Articles on epassaro's Blog

Check in: Final

epassaro15@gmail.com (epassaro) — Fri, 23 Aug 2019 14:49:04 +0000

1. What did you do this week?

Polished my final evaluation
Started working in how to add Chianti levels and lines to the atomic files.
GSoC'19 has ended!

2. What is coming up next?

I'll keep working with the TARDIS team and contributing to their codebase :)

3. Did you get stuck anywhere?

No, I didn't.

Blog post: Week 12

epassaro15@gmail.com (epassaro) — Sun, 18 Aug 2019 16:37:25 +0000

Hi everyone!

End of summer is close, and we are doing some interesting stuff here :)

This week we mainly focused on doing some integrity tests to our new atomic files, and finally running some TARDIS simulations with them! My objective was to ensure we're getting an identical atomic files with my new module.

Next week I'll run more simulations and polish the documentation. Also, I started to write my final evaluation for GSoC'19.

Last months have been really fun and exciting!

Check in: Week 11

epassaro15@gmail.com (epassaro) — Fri, 09 Aug 2019 17:52:48 +0000

1. What did you do this week?

Finally the new parser for Kurucz line list is ready! (see PR #146). Made several tests to check if the new output matches the old one. Also started working in an up to date notebook for the section "Creating the TARDIS example database" in the Carsus documentation.

2. What is coming up next?

I have to work on how to add Chianti levels and lines and then run some simulations.

3. Did you get stuck anywhere?

No, everything worked out :)

Blog post: Week 10

epassaro15@gmail.com (epassaro) — Sun, 04 Aug 2019 17:28:40 +0000

Hi everyone!

We made huge progress with the new Kurucz parser (it's almost ready!). As I said last week, this is a difficult task and involves reestructuring different pieces of existing code and some knowledge the atomic structure and physics.

In this notebook you can see a demonstration on how the new GFALL class returns the same DataFrames than the old API. Next step consist in adding metastable flags for lines and levels.

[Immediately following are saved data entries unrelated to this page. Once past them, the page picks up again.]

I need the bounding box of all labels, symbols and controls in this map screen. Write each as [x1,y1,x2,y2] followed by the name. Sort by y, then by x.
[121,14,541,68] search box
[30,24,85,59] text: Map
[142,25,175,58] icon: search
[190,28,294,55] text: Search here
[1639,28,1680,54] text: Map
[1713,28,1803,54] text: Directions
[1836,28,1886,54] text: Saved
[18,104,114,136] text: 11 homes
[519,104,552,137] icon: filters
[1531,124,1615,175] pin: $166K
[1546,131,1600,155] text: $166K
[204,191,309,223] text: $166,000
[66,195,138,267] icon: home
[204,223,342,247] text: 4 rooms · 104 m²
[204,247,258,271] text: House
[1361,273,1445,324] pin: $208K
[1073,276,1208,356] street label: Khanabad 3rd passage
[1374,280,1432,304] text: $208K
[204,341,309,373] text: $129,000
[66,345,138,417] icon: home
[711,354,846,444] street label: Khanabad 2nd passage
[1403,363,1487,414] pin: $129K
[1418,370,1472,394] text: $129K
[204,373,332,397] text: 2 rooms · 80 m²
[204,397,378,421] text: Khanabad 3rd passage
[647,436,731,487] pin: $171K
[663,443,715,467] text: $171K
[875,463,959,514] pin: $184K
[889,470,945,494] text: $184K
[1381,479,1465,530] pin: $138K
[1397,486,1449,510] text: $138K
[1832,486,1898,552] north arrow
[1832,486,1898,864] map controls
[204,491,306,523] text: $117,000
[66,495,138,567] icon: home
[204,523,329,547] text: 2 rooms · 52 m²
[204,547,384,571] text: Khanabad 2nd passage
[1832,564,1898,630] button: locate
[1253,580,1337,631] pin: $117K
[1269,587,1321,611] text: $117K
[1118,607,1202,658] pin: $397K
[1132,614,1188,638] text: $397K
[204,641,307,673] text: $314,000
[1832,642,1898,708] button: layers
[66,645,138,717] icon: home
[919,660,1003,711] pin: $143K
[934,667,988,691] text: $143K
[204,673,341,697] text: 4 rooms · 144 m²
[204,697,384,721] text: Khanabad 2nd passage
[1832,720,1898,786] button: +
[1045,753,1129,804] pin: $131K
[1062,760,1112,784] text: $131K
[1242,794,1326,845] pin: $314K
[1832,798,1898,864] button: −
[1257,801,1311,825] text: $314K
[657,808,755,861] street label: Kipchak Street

Once this work is completed we should discuss how to move on. Probably we want to automatize the process of making new atomic files: every time a source is updated (for example NIST atomic weights) trigger a new build.

Check in: Week 9

epassaro15@gmail.com (epassaro) — Sat, 27 Jul 2019 21:55:46 +0000

1. What did you do this week?

This week I worked on the new Kurucz line list parser. Also, I finished the CMFGEN pipeline (merged PR #143).

NIST (PR #144) and Knox Long's recombination zeta (PR #145) are almost finished too.

2. What is coming up next?

I will continue working on the Kurucz parser.

3. Did you get stuck anywhere?

Kurucz parser is a really difficult one! It's taking me longer than I expected.

Blog post: Week 8

epassaro15@gmail.com (epassaro) — Fri, 19 Jul 2019 19:11:04 +0000

This week I focused in two things:

Start writing new classes for previously existing atomic sources to bypass the SQL database and store data directly in HDF5 format. This is a much simpler approach and will speed things up for TARDIS developers when they need to build new atomic files. For an example, see PR #144.
We started the process to set up a pipeline to download, extract and convert the entire CMFGEN database to HDF5. See PR #143.

Also in the process I learned a couple of things:

How to use the module logger from the Python standard library (and why it's a good idea to use it).
Why you should never use a bare `except` statement. Yep, learned this in the worst possible way.
I'm getting good at writing regular expresions.

I will continue working at these two items the next week.

The second part of GSoC is almost ending and we already have some good results, but lot of work is ahead!

Check in: Week 7

epassaro15@gmail.com (epassaro) — Fri, 12 Jul 2019 17:40:50 +0000

1. What did you do this week?

This week I succesfully recreated the standard TARDIS atomic file and run some simulations! :)

The transition to Python 3 is complete and the Carsus package finally is fully operational.

Also I've updated some documentation which can be accessed from here: https://tardis-sn.github.io/carsus/notebooks/quickstart.html

2. What is coming up next?

Now we're going to add methods to bypass the SQL database and store directly in HDF5. This would give future Carsus users/developers a simpler workflow.

3. Did you get stuck anywhere?

Not really. Spotted a couple of bugs in Pandas and SQLAlchemy which gave me headaches, but everything worked out with a lot of effort and my mentors support. I'm going to open tickets in GitHub for these issues!

Blog post: Week 6

epassaro15@gmail.com (epassaro) — Sun, 07 Jul 2019 23:31:28 +0000

This week I worked on how to make a TARDIS atomic file. This is an intermediate step necessary towards the work scheduled for the next weeks.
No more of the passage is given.